三島憲一(みしま・けんいち) 大阪大学名誉教授
大阪大学名誉教授。博士。1942年生まれ。専攻はドイツ哲学、現代ドイツ政治の思想史的検討。著書に『ニーチェ以後 思想史の呪縛を超えて』『現代ドイツ 統一後の知的軌跡』『戦後ドイツ その知的歴史』、訳書にユルゲン・ハーバーマス『近代未完のプロジェクト』など。1987年、フィリップ・フランツ・フォン・ジーボルト賞受賞、2001年、オイゲン・ウント・イルゼ・ザイボルト賞受賞。
※プロフィールは原則として、論座に最後に執筆した当時のものです
任命拒否は「デモクラシーに住みついたファシズム」の始まり
はっきり言えば、軍事目的の研究に学術会議が反対の方針をなんどか打ち出しているのが気に入らないのだろう。少なくともひとつの大きな理由だろう。
惜しまれて早世した科学史家の広重徹氏は、その名著『戦後日本の科学運動』(こぶし書房)で、第一次大戦後、次第に軍事研究の奨励が「みのり」をもたらした例をあげている。ドイツ人技師の助けを借りた潜望鏡の改良から日本光学、そしてグローバルに活躍する企業ニコンへとつながる発展を批判的に取り上げているが、民生転用でみのりがあったからといって、何百・何千万の無残な死にいたる軍事研究を正当化するものでないことがその後の論述から見て取れる。カメラのレンズは軍事研究を経なくても進歩することは最近のスマホひとつ見てもわかる。軍事研究をしたかったら、ドイツのようにそのための別組織を作るか、民間企業の研究所を使えばいい。

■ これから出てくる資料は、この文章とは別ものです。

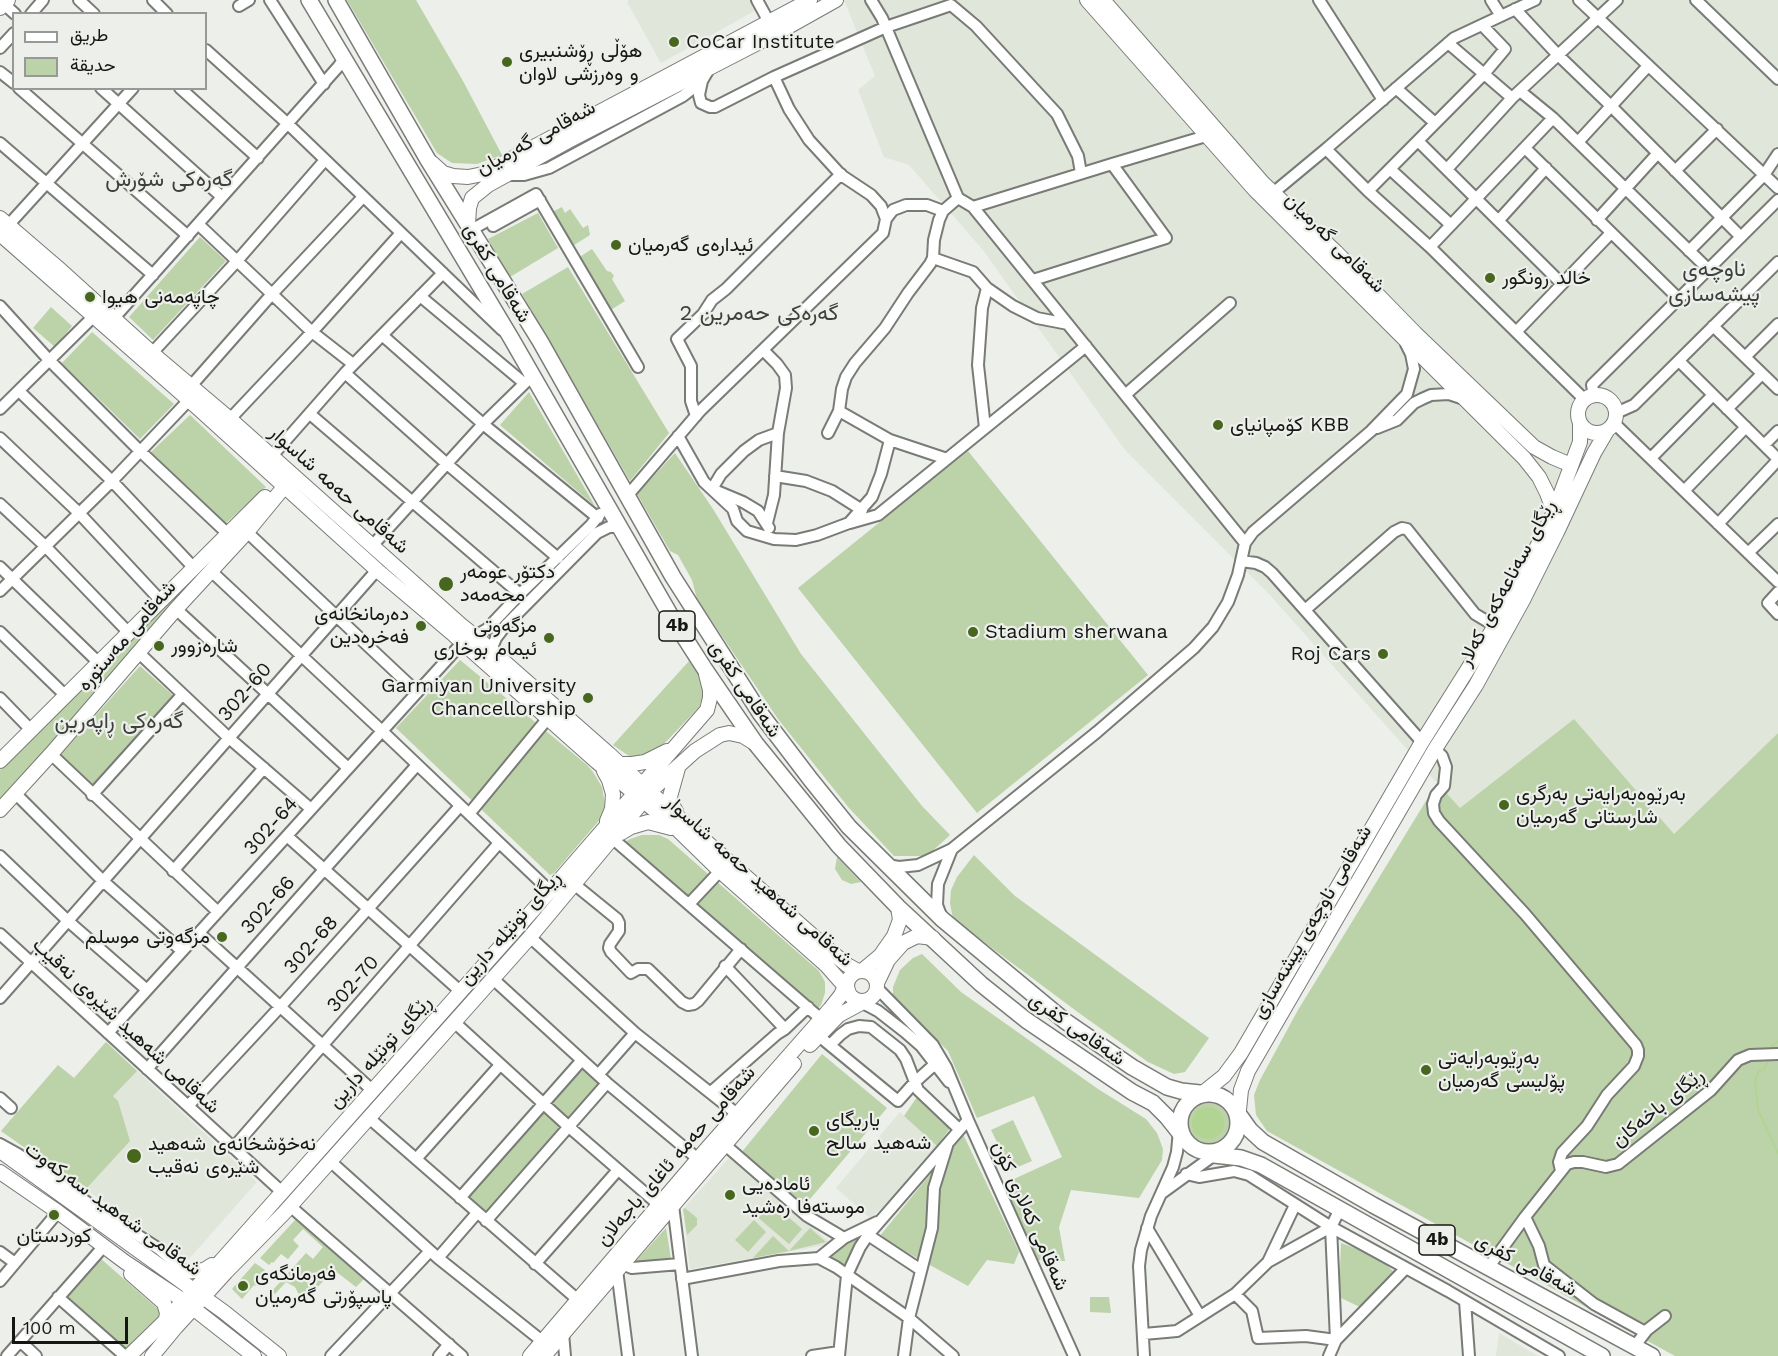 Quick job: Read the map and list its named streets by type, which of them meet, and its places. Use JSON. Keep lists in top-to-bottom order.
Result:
{
  "streets": {
    "highway": ["شەقامی کفری", "4b"],
    "main road": [
      "شەقامی گەرمیان",
      "شەقامی حەمە شاسوار",
      "ڕێگای سەناعەکەی کەلار",
      "شەقامی مەستورە",
      "شەقامی شەهید حەمە شاسوار",
      "شەقامی ناوچەی پیشەسازی",
      "ڕیگای تونێلە دارین",
      "ڕێگای تونێلە دارین",
      "شەقامی حەمە ئاغای باجەلان",
      "شەقامی شەهید سەرکەوت"
    ],
    "street": [
      "302-60",
      "302-64",
      "302-66",
      "302-68",
      "302-70",
      "شەقامی شەهید شێرەی نەقیب",
      "ڕێگای باخەکان",
      "شەقامی کەلاری کۆن"
    ]
  },
  "crossings": [
    ["شەقامی گەرمیان", "شەقامی کفری"],
    ["شەقامی گەرمیان", "ڕێگای سەناعەکەی کەلار"],
    ["شەقامی کفری", "4b"],
    ["شەقامی کفری", "شەقامی ناوچەی پیشەسازی"],
    ["شەقامی کفری", "شەقامی حەمە ئاغای باجەلان"],
    ["شەقامی حەمە شاسوار", "شەقامی مەستورە"],
    ["شەقامی حەمە شاسوار", "302-60"],
    ["شەقامی حەمە شاسوار", "302-64"],
    ["شەقامی حەمە شاسوار", "شەقامی شەهید حەمە شاسوار"],
    ["ڕێگای سەناعەکەی کەلار", "شەقامی ناوچەی پیشەسازی"],
    ["4b", "شەقامی ناوچەی پیشەسازی"],
    ["302-60", "شەقامی شەهید شێرەی نەقیب"],
    ["302-64", "شەقامی شەهید شێرەی نەقیب"],
    ["شەقامی شەهید حەمە شاسوار", "شەقامی حەمە ئاغای باجەلان"],
    ["302-66", "شەقامی شەهید شێرەی نەقیب"],
    ["ڕیگای تونێلە دارین", "ڕێگای تونێلە دارین"],
    ["ڕیگای تونێلە دارین", "شەقامی شەهید سەرکەوت"],
    ["302-68", "شەقامی شەهید شێرەی نەقیب"],
    ["302-70", "شەقامی شەهید شێرەی نەقیب"],
    ["شەقامی شەهید شێرەی نەقیب", "ڕێگای تونێلە دارین"],
    ["ڕێگای تونێلە دارین", "شەقامی شەهید سەرکەوت"]
  ],
  "districts": [
    "گەرەکی شۆرش",
    "ناوچەی پیشەسازی",
    "گەرەکی حەمرین 2",
    "گەرەکی ڕاپەرین"
  ],
  "places": [
    "CoCar Institute",
    "هۆڵی ڕۆشنبیری و وەرزشی لاوان",
    "ئیدارەی گەرمیان",
    "خالد رونگور",
    "چاپەمەنی هیوا",
    "کۆمپانیای KBB",
    "دکتۆر عومەر محەمەد",
    "دەرمانخانەی فەخرەدین",
    "Stadium sherwana",
    "مزگەوتی ئیمام بوخاری",
    "شارەزوور",
    "Roj Cars",
    "Garmiyan University Chancellorship",
    "بەرێوەبەرایەتی بەرگری شارستانی گەرمیان",
    "مزگەوتی موسلم",
    "بەڕێوبەرایەتی پۆلیسی گەرمیان",
    "یاریگای شەهید سالح",
    "نەخۆشخانەی شەهید شێرەی نەقیب",
    "ئامادەیی موستەفا رەشید",
    "كوردستان",
    "فەرمانگەی پاسپۆرتی گەرمیان"
  ],
  "legend": ["طريق", "حديقة"],
  "scale_bar": "100 m"
}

さらにいえば、かねて「学術会議は左翼の巣窟だ」「アカだ」と見る人々が政府サイドに多いこともまちがいない。科学史の大御所の村上陽一郎氏ですら、「ある政党に完全に支配された状態が続きました」と学術会議の歴史を奥歯に物の挟まった言い方で振り返って述べているほどだ。
村上氏が今度の事件は学問の自由の侵害でもなんでもないと述べているのには、学問の自由とは公権力の介入に対する制度的保障であることを理解されていないようで、愕然としたが――前から順応能力抜群の方とは思ってはいたが――それは別にして、もう遠くなったある時期まで日本共産党系の人が学術会議で「活躍」していたとしても、「完全に支配していた」というのは間違いだ。そういう兆候にきわめて敏感に反応する天邪鬼が多いのが学者共同体だ。